About this task - What lines of the data below hold "GARDENS"? Show them.

*** Opening of Information given ***

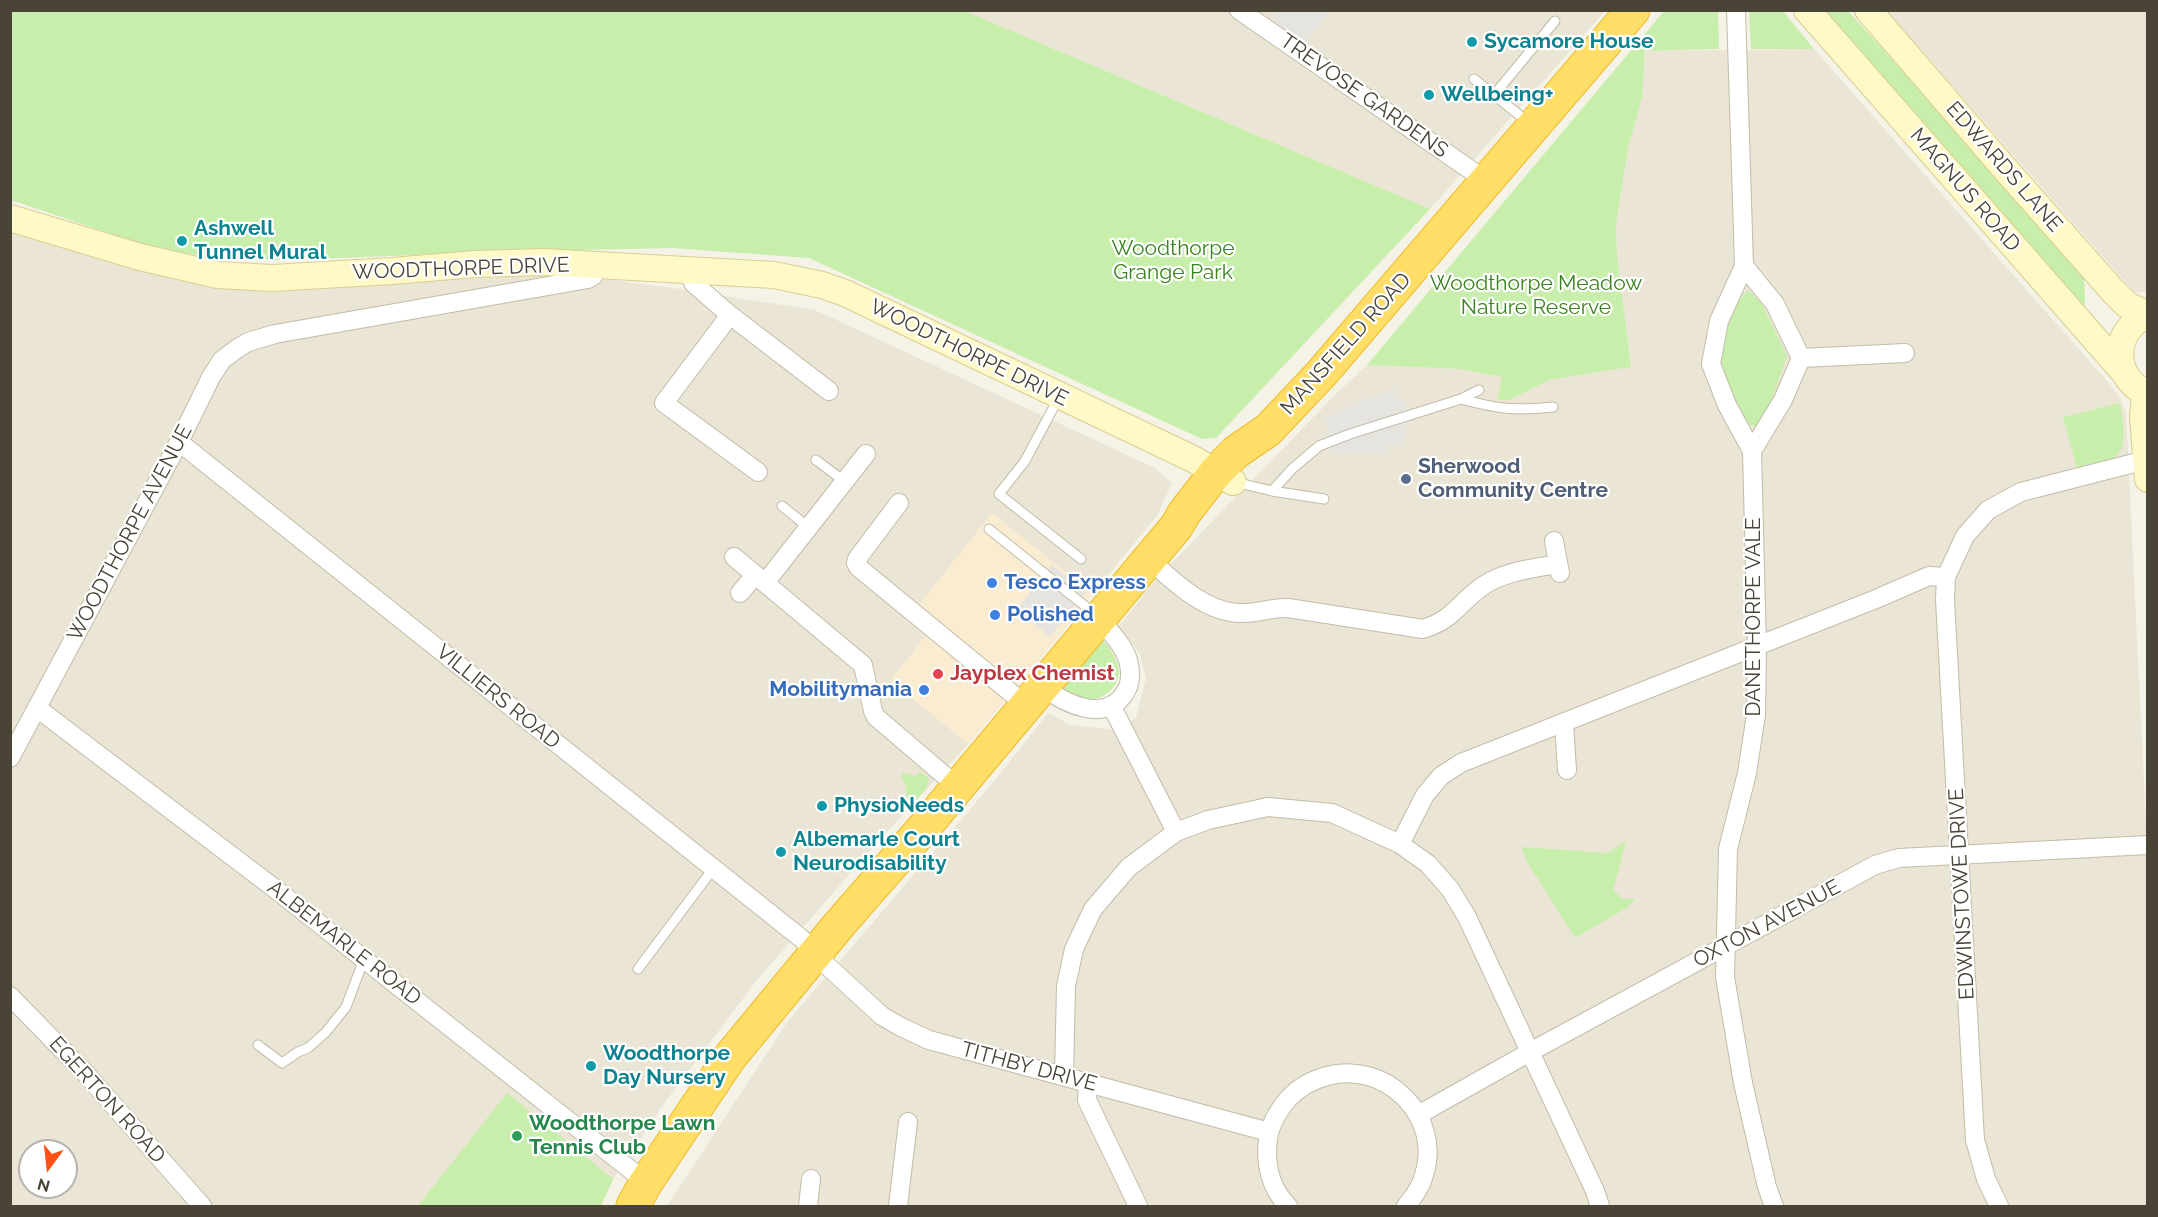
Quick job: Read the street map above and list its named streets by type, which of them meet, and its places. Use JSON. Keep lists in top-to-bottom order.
{
  "streets": {
    "highway": ["MANSFIELD ROAD"],
    "street": [
      "TREVOSE GARDENS",
      "EDWARDS LANE",
      "MAGNUS ROAD",
      "WOODTHORPE DRIVE",
      "WOODTHORPE AVENUE",
      "DANETHORPE VALE",
      "VILLIERS ROAD",
      "EDWINSTOWE DRIVE",
      "OXTON AVENUE",
      "ALBEMARLE ROAD",
      "TITHBY DRIVE",
      "EGERTON ROAD"
    ]
  },
  "crossings": [
    ["TREVOSE GARDENS", "MANSFIELD ROAD"],
    ["WOODTHORPE DRIVE", "MANSFIELD ROAD"],
    ["WOODTHORPE DRIVE", "WOODTHORPE AVENUE"],
    ["MANSFIELD ROAD", "VILLIERS ROAD"],
    ["MANSFIELD ROAD", "ALBEMARLE ROAD"],
    ["MANSFIELD ROAD", "TITHBY DRIVE"],
    ["WOODTHORPE AVENUE", "VILLIERS ROAD"],
    ["WOODTHORPE AVENUE", "ALBEMARLE ROAD"],
    ["DANETHORPE VALE", "OXTON AVENUE"],
    ["VILLIERS ROAD", "TITHBY DRIVE"],
    ["EDWINSTOWE DRIVE", "OXTON AVENUE"]
  ],
  "parks": ["Woodthorpe Grange Park", "Woodthorpe Meadow Nature Reserve"],
  "places": [
    "Sycamore House",
    "Wellbeing+",
    "Ashwell Tunnel Mural",
    "Sherwood Community Centre",
    "Tesco Express",
    "Polished",
    "Jayplex Chemist",
    "Mobilitymania",
    "PhysioNeeds",
    "Albemarle Court Neurodisability",
    "Woodthorpe Day Nursery",
    "Woodthorpe Lawn Tennis Club"
  ],
  "north": "bottom"
}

*** Close of Information given ***

Exercise result -
      "TREVOSE GARDENS",
    ["TREVOSE GARDENS", "MANSFIELD ROAD"],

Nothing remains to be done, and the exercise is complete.